_Dataset content_.

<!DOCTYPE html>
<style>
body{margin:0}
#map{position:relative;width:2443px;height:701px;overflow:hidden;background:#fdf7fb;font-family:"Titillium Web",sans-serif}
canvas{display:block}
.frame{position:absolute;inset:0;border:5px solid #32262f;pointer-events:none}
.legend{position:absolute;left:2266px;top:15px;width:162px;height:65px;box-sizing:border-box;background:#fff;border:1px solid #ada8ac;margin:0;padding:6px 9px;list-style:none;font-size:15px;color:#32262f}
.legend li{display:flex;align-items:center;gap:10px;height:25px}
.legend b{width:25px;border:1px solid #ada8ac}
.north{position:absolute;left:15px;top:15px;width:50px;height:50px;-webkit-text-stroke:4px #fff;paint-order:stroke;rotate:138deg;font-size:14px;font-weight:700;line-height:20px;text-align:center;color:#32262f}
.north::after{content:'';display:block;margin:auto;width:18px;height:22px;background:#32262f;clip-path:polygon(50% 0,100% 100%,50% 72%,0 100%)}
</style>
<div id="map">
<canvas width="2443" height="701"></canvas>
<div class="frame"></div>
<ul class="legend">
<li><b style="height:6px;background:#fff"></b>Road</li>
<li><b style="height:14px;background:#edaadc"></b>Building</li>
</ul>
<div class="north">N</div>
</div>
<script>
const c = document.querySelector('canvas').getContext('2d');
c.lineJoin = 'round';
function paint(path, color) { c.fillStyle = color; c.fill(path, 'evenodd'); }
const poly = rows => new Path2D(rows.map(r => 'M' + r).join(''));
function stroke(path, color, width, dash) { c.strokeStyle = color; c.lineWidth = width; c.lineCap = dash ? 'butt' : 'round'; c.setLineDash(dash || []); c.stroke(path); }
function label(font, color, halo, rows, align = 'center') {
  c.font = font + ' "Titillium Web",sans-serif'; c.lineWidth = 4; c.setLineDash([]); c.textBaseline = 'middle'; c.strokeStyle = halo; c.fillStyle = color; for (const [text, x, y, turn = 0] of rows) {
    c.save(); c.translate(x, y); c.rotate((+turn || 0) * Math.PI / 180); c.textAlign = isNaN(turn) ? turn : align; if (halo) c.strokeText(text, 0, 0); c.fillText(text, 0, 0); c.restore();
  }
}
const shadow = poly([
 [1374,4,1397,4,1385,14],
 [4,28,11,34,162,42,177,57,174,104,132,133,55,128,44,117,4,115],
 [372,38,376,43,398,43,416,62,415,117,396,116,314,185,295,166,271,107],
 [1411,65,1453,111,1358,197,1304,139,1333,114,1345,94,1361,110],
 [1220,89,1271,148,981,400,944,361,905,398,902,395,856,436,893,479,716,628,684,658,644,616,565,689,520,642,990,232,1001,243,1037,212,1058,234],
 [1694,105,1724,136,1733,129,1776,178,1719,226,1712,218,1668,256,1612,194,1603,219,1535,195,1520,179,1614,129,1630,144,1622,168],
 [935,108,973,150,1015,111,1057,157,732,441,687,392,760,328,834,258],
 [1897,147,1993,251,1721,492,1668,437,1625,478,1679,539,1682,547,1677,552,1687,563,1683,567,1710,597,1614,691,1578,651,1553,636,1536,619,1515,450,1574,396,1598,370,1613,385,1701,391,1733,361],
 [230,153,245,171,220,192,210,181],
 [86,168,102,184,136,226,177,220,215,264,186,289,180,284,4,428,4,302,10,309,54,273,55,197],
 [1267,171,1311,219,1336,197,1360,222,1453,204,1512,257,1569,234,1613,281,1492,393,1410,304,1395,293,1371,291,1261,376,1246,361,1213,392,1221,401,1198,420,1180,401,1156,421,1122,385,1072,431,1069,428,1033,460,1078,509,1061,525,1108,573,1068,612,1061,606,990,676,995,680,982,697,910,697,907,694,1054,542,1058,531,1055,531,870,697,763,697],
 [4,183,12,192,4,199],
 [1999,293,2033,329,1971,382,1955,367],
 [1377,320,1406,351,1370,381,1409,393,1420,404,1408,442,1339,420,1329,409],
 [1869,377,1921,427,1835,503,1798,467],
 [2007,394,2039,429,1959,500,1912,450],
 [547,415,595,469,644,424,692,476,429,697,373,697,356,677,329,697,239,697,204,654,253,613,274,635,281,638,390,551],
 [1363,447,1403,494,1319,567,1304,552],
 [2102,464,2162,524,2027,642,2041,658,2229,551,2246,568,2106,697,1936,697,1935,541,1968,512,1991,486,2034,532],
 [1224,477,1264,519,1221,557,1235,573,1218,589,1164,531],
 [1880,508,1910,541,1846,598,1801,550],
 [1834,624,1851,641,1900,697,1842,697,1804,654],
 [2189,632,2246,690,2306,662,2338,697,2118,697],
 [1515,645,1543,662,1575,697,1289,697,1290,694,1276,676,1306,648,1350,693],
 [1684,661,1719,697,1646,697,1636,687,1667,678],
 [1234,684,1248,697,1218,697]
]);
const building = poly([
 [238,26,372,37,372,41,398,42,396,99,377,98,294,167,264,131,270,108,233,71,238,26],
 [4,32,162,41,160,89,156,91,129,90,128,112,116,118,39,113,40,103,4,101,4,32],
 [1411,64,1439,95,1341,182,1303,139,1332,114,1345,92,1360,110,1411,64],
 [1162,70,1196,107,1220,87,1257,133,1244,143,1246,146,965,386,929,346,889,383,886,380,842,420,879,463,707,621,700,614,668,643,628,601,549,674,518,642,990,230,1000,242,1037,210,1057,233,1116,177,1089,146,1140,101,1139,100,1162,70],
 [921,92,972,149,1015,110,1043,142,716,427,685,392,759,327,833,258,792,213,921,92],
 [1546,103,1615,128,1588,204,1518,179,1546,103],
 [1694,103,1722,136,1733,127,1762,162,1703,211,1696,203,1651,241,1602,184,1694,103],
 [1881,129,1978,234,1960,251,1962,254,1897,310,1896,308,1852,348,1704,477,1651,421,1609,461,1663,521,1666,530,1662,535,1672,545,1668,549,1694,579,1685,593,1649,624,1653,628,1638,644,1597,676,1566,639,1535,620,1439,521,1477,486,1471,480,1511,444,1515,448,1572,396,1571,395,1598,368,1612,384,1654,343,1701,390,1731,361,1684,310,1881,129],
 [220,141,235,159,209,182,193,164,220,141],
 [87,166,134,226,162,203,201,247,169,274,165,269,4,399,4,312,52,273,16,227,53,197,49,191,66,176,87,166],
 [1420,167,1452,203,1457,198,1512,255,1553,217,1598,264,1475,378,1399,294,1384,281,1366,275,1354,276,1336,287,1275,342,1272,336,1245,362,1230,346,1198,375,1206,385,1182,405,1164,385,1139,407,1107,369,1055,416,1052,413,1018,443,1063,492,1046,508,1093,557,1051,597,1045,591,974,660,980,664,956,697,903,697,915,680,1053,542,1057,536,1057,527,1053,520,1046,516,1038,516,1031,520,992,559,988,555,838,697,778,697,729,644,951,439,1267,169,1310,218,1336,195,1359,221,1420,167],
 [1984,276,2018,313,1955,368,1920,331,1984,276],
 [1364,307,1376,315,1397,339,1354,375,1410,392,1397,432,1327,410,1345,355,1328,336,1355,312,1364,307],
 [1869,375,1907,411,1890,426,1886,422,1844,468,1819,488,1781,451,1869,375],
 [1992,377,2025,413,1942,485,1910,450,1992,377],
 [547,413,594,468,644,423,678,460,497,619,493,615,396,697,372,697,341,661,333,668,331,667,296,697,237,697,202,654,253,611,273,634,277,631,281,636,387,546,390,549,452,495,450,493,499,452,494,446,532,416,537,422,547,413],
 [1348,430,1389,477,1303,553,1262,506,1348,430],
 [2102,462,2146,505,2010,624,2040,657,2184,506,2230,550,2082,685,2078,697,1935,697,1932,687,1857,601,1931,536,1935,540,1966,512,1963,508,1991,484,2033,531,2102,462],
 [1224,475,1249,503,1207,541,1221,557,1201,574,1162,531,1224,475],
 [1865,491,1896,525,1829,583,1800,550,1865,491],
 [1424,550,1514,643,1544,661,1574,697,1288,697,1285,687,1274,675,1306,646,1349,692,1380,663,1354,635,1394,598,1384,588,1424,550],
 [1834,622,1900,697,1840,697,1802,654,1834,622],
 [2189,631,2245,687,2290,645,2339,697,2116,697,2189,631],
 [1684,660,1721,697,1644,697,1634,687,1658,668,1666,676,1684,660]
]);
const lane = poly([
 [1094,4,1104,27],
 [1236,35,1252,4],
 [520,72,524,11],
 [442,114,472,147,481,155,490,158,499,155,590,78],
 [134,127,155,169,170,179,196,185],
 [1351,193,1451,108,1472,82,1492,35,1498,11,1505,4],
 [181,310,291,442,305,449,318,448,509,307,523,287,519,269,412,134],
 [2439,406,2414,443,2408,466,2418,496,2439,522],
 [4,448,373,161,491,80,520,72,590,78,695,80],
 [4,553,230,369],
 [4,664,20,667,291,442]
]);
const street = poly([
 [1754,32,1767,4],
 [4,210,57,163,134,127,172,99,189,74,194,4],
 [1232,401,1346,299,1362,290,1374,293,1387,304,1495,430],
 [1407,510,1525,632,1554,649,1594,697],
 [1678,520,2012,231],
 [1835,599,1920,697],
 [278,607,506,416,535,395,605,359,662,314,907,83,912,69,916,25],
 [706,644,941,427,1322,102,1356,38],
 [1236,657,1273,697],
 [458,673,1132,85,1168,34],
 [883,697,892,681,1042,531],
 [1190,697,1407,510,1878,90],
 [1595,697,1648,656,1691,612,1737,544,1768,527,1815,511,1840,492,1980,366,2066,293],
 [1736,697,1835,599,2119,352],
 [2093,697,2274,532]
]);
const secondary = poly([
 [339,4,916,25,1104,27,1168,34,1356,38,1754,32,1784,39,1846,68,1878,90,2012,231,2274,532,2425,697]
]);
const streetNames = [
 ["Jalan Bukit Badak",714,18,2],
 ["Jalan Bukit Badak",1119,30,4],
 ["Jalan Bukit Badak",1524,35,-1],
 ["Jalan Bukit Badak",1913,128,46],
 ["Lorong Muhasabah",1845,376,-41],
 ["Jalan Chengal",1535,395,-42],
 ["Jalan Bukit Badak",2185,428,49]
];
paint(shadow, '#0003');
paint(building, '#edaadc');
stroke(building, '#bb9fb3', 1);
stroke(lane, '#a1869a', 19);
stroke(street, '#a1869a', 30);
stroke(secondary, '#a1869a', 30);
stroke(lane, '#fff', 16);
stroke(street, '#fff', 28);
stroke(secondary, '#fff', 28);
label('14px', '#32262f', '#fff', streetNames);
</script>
--
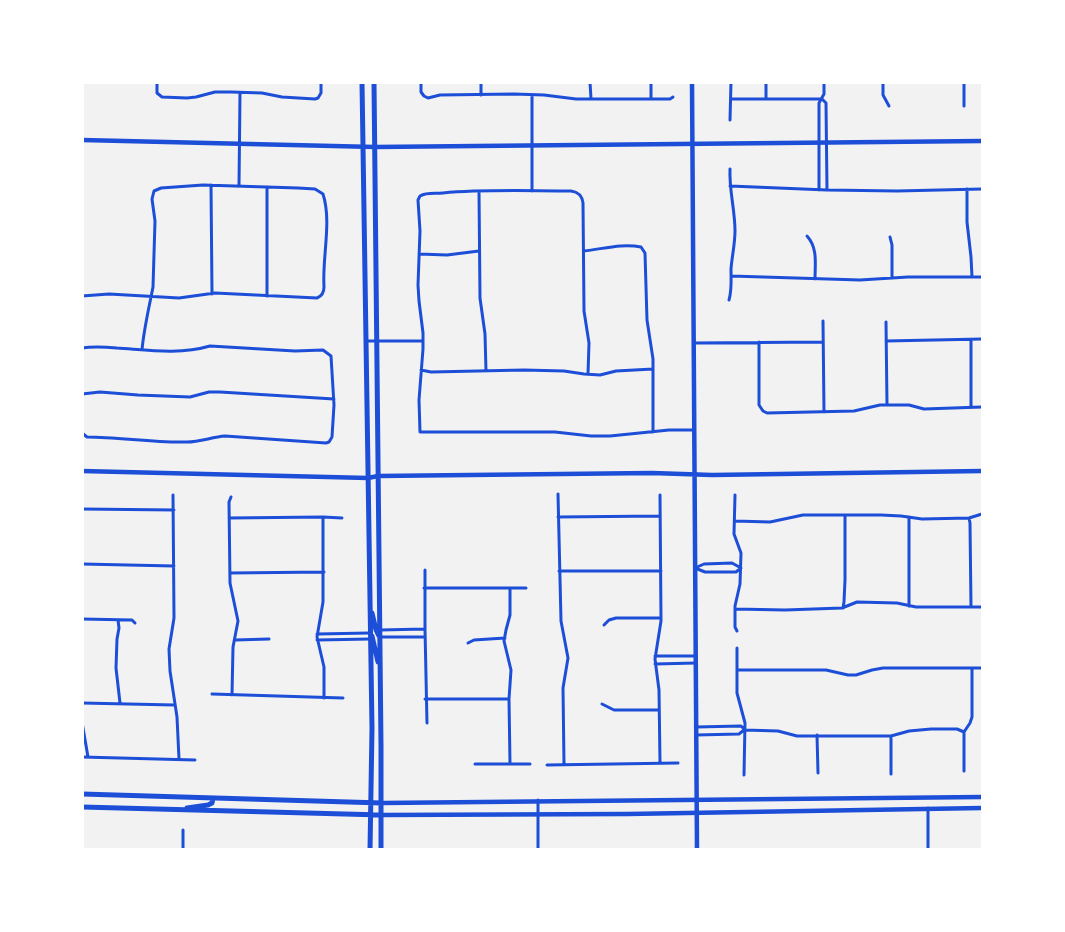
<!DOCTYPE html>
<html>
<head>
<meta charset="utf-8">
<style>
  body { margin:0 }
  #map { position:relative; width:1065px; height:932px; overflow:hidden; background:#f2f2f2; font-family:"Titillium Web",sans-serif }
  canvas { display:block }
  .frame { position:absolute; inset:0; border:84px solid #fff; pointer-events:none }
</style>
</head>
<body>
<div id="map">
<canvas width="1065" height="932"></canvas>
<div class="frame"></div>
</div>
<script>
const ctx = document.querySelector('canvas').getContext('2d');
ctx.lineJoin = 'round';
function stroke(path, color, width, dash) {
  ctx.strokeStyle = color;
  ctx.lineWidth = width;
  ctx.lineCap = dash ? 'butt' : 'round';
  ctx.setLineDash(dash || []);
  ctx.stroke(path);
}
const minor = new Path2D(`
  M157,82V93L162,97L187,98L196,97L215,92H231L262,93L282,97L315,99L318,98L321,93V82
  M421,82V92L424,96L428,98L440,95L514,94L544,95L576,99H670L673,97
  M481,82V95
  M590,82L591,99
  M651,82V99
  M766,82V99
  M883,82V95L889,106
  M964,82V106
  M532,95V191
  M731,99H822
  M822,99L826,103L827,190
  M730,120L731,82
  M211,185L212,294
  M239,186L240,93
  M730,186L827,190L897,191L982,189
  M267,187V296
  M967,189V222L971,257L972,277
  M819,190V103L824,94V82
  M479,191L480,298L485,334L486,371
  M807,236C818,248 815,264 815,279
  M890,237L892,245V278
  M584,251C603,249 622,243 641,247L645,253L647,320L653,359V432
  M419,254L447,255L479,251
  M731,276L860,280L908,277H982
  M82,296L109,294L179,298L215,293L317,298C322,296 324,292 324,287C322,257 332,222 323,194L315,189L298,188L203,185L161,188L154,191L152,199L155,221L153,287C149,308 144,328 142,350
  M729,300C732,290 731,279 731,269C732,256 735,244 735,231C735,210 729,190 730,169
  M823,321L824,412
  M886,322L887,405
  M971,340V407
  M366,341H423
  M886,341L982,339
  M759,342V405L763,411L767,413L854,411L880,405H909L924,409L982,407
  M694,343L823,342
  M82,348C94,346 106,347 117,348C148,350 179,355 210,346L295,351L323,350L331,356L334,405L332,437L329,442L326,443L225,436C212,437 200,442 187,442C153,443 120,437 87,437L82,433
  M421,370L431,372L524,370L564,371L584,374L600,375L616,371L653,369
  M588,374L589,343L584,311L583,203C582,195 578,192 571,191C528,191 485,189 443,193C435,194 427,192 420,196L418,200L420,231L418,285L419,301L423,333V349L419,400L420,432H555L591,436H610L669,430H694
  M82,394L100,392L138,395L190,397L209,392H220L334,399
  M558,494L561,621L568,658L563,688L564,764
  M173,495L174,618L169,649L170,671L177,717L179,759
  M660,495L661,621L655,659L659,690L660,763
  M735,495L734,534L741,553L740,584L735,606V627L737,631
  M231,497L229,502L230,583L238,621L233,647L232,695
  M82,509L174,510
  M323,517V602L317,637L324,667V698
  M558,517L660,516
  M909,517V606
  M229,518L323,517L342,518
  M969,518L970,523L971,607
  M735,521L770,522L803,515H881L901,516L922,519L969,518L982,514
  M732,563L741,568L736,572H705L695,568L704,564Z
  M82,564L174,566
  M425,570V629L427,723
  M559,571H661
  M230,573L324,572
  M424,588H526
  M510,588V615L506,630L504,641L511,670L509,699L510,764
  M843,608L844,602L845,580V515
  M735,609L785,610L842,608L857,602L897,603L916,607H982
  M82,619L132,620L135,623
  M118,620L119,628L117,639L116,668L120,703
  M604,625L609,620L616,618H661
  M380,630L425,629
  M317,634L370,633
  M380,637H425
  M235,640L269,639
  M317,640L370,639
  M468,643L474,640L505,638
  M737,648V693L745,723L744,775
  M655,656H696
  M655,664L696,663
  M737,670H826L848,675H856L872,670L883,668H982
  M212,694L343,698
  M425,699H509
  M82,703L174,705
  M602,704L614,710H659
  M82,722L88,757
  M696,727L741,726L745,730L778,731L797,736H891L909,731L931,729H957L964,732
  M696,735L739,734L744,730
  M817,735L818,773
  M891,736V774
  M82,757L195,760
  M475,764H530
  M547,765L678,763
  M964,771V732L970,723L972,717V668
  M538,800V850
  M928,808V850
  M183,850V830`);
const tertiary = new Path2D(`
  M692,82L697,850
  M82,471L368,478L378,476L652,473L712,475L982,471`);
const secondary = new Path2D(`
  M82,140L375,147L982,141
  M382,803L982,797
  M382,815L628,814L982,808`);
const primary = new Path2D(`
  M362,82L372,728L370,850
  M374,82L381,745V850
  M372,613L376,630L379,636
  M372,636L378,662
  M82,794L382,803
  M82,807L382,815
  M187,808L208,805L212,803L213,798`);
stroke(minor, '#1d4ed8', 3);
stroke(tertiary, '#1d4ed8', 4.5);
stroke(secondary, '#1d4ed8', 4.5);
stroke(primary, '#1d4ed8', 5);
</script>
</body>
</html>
* * *
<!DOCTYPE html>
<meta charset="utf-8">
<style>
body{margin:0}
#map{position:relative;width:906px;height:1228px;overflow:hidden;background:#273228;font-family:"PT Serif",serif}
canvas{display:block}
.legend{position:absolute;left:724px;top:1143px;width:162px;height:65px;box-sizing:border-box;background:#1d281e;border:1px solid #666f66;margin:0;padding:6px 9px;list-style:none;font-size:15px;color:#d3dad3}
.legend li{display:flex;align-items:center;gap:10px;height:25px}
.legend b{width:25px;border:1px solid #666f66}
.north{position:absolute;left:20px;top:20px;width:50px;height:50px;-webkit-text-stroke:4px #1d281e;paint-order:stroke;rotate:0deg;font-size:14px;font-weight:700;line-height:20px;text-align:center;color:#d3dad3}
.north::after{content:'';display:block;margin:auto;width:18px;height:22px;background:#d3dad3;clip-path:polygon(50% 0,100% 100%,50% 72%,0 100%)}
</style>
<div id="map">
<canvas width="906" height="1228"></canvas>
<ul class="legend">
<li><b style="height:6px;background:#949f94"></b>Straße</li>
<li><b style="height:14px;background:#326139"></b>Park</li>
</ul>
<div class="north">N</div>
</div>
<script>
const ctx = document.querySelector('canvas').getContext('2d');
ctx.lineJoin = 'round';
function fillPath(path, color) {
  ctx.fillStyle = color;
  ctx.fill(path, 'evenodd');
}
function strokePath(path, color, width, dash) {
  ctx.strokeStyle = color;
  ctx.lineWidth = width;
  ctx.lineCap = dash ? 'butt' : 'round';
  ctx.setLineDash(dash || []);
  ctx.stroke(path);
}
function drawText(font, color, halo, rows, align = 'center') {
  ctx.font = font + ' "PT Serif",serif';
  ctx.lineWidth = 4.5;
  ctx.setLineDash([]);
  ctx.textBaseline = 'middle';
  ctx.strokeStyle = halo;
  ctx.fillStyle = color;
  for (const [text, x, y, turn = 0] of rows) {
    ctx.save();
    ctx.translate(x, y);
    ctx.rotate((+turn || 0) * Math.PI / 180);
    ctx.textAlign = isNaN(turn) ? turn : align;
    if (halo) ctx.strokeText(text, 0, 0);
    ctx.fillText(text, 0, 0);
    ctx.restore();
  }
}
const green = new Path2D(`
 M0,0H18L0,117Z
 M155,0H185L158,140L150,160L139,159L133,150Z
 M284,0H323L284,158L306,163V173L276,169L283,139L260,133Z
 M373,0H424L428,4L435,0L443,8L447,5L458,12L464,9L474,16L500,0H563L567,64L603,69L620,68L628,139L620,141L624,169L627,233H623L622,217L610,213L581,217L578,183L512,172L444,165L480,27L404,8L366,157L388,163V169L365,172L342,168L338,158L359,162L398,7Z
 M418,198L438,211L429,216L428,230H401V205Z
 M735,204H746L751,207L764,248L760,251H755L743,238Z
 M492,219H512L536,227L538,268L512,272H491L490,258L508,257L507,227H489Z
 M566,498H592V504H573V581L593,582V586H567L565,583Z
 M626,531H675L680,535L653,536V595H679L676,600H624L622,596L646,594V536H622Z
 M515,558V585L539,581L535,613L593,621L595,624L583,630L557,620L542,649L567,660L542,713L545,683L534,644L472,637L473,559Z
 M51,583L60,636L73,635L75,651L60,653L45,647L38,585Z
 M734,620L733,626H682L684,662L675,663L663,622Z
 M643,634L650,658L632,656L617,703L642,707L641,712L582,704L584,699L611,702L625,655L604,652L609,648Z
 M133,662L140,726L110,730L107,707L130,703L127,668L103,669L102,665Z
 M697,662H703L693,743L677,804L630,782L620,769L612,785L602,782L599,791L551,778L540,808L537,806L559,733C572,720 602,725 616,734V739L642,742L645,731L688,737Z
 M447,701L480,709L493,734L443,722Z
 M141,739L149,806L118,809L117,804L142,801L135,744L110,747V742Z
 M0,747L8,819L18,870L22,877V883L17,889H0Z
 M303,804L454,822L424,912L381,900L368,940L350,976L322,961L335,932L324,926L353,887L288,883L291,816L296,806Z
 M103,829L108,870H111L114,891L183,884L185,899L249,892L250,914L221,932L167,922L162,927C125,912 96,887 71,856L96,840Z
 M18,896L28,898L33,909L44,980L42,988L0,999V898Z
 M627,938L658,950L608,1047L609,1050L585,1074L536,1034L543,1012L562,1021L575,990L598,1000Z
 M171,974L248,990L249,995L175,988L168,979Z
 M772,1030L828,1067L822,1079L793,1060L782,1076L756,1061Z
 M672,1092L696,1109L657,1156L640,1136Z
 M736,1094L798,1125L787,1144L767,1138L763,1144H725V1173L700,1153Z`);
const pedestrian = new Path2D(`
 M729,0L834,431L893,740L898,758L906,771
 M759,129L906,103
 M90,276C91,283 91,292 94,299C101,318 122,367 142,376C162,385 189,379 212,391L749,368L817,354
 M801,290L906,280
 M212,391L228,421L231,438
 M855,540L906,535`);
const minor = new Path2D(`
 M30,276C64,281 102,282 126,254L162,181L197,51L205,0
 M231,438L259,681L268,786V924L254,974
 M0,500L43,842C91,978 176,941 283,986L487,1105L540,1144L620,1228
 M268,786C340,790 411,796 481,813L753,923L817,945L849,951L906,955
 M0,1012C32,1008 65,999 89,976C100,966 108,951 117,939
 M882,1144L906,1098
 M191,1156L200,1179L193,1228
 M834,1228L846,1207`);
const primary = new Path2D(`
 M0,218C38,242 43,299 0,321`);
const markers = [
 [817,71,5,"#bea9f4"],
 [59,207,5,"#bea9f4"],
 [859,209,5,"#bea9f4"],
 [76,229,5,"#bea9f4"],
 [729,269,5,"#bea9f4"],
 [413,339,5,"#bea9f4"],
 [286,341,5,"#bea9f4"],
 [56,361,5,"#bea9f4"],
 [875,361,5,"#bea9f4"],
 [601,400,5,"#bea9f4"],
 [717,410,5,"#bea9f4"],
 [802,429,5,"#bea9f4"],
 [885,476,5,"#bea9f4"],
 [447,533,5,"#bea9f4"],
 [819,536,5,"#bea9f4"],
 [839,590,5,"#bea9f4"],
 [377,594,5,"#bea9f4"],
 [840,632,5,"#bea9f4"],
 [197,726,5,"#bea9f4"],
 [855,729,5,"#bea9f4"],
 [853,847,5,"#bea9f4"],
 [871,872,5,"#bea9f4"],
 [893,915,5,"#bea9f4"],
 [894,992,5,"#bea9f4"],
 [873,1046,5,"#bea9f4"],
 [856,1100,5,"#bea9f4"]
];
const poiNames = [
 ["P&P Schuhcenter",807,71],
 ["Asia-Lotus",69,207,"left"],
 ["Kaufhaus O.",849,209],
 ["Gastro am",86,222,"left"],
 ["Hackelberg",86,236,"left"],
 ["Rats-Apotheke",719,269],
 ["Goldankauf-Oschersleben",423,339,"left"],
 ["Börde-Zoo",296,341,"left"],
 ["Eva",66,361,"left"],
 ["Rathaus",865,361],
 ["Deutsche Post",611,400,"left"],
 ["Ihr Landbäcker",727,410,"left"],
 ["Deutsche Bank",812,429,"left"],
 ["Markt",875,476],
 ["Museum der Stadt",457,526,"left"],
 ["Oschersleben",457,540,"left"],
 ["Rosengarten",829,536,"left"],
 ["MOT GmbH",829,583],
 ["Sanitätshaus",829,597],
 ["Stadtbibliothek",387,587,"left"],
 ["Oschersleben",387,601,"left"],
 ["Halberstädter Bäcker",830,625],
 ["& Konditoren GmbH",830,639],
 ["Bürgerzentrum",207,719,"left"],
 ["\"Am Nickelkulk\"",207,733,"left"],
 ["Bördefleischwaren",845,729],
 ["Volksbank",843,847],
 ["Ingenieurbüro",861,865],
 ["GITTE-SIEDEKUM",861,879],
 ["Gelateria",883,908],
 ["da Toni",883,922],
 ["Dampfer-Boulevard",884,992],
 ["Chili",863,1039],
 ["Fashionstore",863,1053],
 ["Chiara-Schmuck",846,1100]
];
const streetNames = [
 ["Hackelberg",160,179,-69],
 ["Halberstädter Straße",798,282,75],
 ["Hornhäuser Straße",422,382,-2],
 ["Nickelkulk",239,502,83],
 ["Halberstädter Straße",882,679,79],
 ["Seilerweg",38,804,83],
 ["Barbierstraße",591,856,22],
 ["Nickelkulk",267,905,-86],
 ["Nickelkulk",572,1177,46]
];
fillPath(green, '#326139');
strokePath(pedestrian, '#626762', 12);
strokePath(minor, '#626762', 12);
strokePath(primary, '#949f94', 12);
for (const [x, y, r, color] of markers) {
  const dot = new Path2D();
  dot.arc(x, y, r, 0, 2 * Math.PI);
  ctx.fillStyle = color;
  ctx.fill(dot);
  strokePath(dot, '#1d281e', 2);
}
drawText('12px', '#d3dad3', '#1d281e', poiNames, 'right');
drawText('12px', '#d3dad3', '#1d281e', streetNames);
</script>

_What you are asked to do_. Repeat word for word the lines above that run from the line containing "M173,495L174,618L169,649L170,671L177,717L179,759" through the line containing "M382,803L982,797", both ends included, and nothing else.

_Response to the task_.
  M173,495L174,618L169,649L170,671L177,717L179,759
  M660,495L661,621L655,659L659,690L660,763
  M735,495L734,534L741,553L740,584L735,606V627L737,631
  M231,497L229,502L230,583L238,621L233,647L232,695
  M82,509L174,510
  M323,517V602L317,637L324,667V698
  M558,517L660,516
  M909,517V606
  M229,518L323,517L342,518
  M969,518L970,523L971,607
  M735,521L770,522L803,515H881L901,516L922,519L969,518L982,514
  M732,563L741,568L736,572H705L695,568L704,564Z
  M82,564L174,566
  M425,570V629L427,723
  M559,571H661
  M230,573L324,572
  M424,588H526
  M510,588V615L506,630L504,641L511,670L509,699L510,764
  M843,608L844,602L845,580V515
  M735,609L785,610L842,608L857,602L897,603L916,607H982
  M82,619L132,620L135,623
  M118,620L119,628L117,639L116,668L120,703
  M604,625L609,620L616,618H661
  M380,630L425,629
  M317,634L370,633
  M380,637H425
  M235,640L269,639
  M317,640L370,639
  M468,643L474,640L505,638
  M737,648V693L745,723L744,775
  M655,656H696
  M655,664L696,663
  M737,670H826L848,675H856L872,670L883,668H982
  M212,694L343,698
  M425,699H509
  M82,703L174,705
  M602,704L614,710H659
  M82,722L88,757
  M696,727L741,726L745,730L778,731L797,736H891L909,731L931,729H957L964,732
  M696,735L739,734L744,730
  M817,735L818,773
  M891,736V774
  M82,757L195,760
  M475,764H530
  M547,765L678,763
  M964,771V732L970,723L972,717V668
  M538,800V850
  M928,808V850
  M183,850V830`);
const tertiary = new Path2D(`
  M692,82L697,850
  M82,471L368,478L378,476L652,473L712,475L982,471`);
const secondary = new Path2D(`
  M82,140L375,147L982,141
  M382,803L982,797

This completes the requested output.